Schistosomiasis is a parasitic disease that has been a target of disease control efforts globally, with China aiming to eliminate the disease as a public health problem. In China, disease control efforts have been successful in reducing the spread and prevalence of the disease, though there are remaining pockets of low levels of transmission. Our study compared the most important predictors of schistosomiasis infection risk between two periods, 2007–2010, a period when schistosomiasis had reemerged, and 2016–2019, a period when schistosomiasis was approaching elimination. We found village-level factors were the most important predictors of infection in the earlier and later periods, while household and individual-level increased in importance in the later period. For example, the area rice and other crops cultivated were positively associated with infection. The importance of potential animal hosts such as ownership of cats and dogs also increased over time. We also found that the age of peak disease risk shifted from 40-60 to >80 years of age over our 13-year study period.

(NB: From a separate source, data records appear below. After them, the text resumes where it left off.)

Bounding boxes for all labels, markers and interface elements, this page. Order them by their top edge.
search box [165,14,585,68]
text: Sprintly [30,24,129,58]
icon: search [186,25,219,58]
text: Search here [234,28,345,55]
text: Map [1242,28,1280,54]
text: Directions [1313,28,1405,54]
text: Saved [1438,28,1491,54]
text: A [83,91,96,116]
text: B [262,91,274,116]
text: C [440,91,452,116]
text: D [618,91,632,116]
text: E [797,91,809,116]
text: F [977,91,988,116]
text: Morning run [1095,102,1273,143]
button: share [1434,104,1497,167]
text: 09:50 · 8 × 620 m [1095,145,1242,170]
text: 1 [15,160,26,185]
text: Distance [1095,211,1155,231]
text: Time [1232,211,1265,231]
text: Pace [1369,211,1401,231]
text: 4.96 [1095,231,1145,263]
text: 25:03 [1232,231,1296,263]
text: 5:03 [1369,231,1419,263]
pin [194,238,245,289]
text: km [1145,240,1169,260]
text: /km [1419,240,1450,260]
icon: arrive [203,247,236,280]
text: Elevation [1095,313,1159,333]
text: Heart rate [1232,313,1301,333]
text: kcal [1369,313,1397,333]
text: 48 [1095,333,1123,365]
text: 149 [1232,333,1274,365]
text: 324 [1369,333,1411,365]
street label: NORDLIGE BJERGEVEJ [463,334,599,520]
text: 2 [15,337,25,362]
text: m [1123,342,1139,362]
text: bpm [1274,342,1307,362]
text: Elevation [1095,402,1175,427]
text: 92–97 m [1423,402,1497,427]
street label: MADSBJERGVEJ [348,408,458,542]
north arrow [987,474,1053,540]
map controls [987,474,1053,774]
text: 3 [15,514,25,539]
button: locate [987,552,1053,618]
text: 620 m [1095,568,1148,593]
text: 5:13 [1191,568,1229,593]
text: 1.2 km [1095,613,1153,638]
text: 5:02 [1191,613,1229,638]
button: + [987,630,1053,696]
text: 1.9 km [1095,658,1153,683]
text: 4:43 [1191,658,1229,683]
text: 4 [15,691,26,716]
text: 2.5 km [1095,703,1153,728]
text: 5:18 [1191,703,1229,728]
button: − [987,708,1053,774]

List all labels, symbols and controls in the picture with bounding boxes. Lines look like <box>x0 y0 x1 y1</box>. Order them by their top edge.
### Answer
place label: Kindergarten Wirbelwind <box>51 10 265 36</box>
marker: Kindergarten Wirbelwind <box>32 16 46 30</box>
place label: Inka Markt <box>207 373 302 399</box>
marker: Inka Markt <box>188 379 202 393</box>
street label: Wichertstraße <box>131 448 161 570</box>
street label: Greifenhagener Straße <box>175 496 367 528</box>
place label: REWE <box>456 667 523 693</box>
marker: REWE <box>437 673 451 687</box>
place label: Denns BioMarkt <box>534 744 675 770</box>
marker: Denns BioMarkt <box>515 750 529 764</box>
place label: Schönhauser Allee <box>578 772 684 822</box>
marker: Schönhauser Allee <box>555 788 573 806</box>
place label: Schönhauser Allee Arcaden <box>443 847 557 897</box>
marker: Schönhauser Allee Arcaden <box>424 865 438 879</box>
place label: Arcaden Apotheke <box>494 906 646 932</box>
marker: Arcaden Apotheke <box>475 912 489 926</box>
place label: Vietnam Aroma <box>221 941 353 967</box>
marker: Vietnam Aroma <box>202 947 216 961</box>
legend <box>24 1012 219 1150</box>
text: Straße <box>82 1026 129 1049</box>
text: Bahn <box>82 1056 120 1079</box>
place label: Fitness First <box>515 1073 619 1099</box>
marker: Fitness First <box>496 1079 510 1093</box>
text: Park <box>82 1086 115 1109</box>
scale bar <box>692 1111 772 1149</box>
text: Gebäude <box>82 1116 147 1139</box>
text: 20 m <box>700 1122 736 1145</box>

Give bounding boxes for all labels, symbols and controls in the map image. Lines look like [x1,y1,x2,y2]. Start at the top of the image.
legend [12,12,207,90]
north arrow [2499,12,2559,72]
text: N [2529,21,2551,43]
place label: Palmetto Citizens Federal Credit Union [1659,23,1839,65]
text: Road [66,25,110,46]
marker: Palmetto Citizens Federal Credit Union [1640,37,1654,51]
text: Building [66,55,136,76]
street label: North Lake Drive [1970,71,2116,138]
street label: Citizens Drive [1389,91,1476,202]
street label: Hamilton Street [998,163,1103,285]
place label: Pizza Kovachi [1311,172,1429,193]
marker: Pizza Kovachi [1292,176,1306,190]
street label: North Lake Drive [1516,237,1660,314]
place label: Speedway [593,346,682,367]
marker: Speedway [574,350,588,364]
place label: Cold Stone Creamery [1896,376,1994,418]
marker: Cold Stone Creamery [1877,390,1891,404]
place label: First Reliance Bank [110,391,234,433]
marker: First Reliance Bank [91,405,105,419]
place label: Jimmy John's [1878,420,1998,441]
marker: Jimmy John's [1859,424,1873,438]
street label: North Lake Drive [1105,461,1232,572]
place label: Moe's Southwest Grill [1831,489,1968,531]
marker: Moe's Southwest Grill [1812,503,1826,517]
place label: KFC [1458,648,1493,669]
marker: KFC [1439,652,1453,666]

Our results indicate that the factors behind disease may be changing, potentially due to the selective pressures of decades of disease control and largescale socioeconomic changes such as urbanization.

Introduction

As the World Health Organization (WHO) pushes for global schistosomiasis elimination by 2030, there is an urgency to understand the epidemiological dynamics that characterize the final stages of disease control [1]. Schistosomiasis is caused by multiple human-infecting Schistosoma species, with Schistosomiasis mansoni found in Africa and the Americas, S. haematobium in Africa, and S. japonicum in Asia [2]. Together, these parasites impose a substantial global disease burden, driven by persistent transmission in settings shaped by poverty, surface water contact, and limited sanitation infrastructure. WHO’s goal for schistosomiasis is “elimination as a public health problem,” operationalized as reducing the prevalence of heavy-intensity infections to <1% [1]. The edge of elimination for schistosomiasis remains open and under-explored: do the drivers of transmission shift? Do interventions need to be adapted as prevalence declines? Identifying who remains at risk and which factors sustain transmission is important for effective control efforts in the face of changing ecological, economic, behavioral, and demographic conditions.

China offers a strong case study for investigating these questions. Intestinal schistosomiasis caused by S. japonicum is a zoonotic disease system, with humans and a wide range of non-human mammals capable of serving as definitive hosts, potentially contributing to environmental contamination and human risk [3]. In the S. japonicum life cycle, eggs excreted in mammalian feces hatch in freshwater and infect amphibious Oncomelania snails, which eventually release cercariae and perpetuate mammalian infection risk upon contact with contaminated water [4]. Once hyperendemic for intestinal schistosomiasis with a seroprevalence of 34.8% in 1982, China has achieved largescale reductions through a national control program involving mass drug administration, snail control, and targeted treatment of bovine reservoirs [5].By 2020, seroprevalence had dropped to 2.4%, and the number of endemic counties had declined substantially [6]. Despite this progress, schistosomiasis remains endemic in 113 counties as of 2023 [7], including the rural and mountainous regions of Sichuan province, where seroprevalence remains at 1.12% [8]. While humans and bovines have long been the primary hosts targeted for control, emerging evidence suggests that other animals, such as dogs, pigs and rodents, may also contribute to ongoing transmission [910]. Simultaneously, broader socio-economic shifts, including an aging rural population and land-use change, may be reshaping patterns of exposure in ways that legacy interventions do not fully address [1112]. Understanding how these factors impact infections, whether their importance has shifted over time, and the extent to which different exposures interact to amplify risk is critical for refining China’s control strategy and for informing global efforts in similar late-stage landscapes.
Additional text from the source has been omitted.